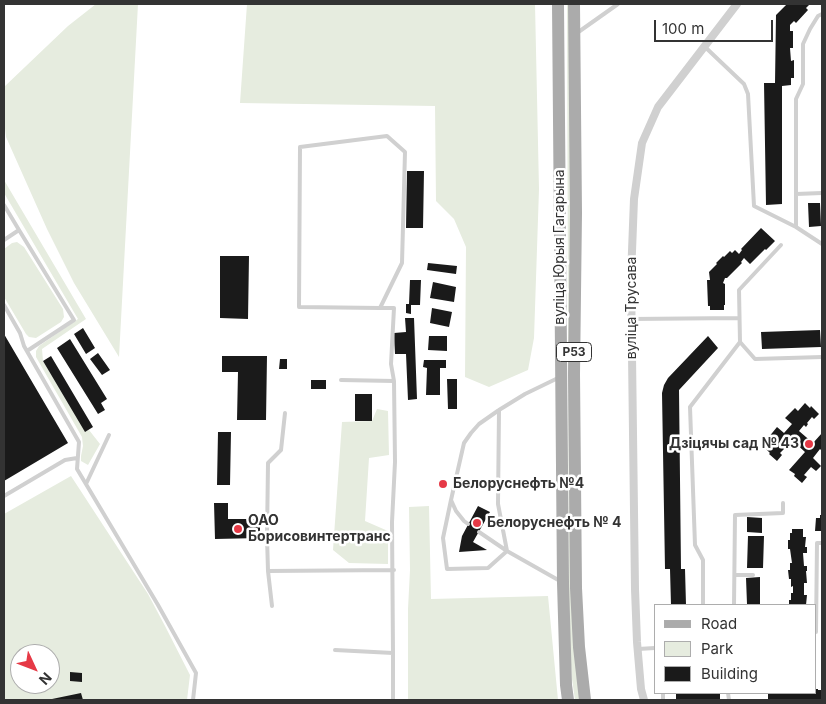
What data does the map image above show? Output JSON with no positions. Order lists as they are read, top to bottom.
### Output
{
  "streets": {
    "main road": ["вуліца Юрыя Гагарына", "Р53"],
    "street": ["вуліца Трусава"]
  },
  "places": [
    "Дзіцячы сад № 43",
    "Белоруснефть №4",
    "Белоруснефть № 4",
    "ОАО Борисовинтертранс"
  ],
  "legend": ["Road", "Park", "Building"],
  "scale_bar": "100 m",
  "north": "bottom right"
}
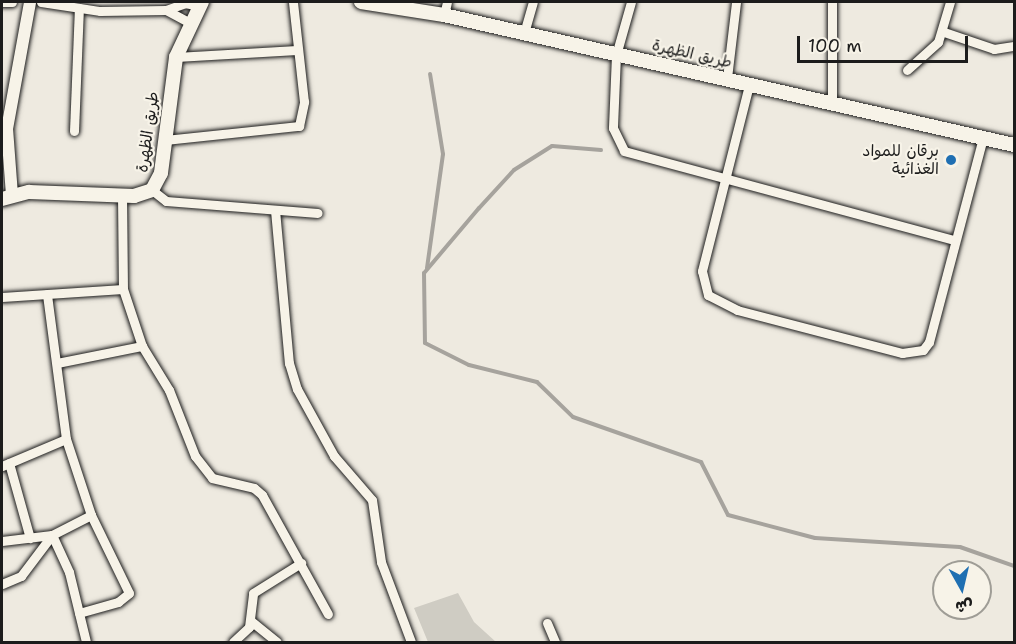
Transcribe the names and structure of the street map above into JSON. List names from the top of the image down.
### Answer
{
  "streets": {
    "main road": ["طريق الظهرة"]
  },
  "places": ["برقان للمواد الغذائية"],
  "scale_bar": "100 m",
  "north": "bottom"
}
========================================
The task. Please repeat all of the data exactly, excluding images.

Output of the task.
What data does the map image above show? Output JSON with no positions. Order lists as they are read, top to bottom.
### Output
{
  "streets": {
    "main road": ["вуліца Юрыя Гагарына", "Р53"],
    "street": ["вуліца Трусава"]
  },
  "places": [
    "Дзіцячы сад № 43",
    "Белоруснефть №4",
    "Белоруснефть № 4",
    "ОАО Борисовинтертранс"
  ],
  "legend": ["Road", "Park", "Building"],
  "scale_bar": "100 m",
  "north": "bottom right"
}
Transcribe the names and structure of the street map above into JSON. List names from the top of the image down.
### Answer
{
  "streets": {
    "main road": ["طريق الظهرة"]
  },
  "places": ["برقان للمواد الغذائية"],
  "scale_bar": "100 m",
  "north": "bottom"
}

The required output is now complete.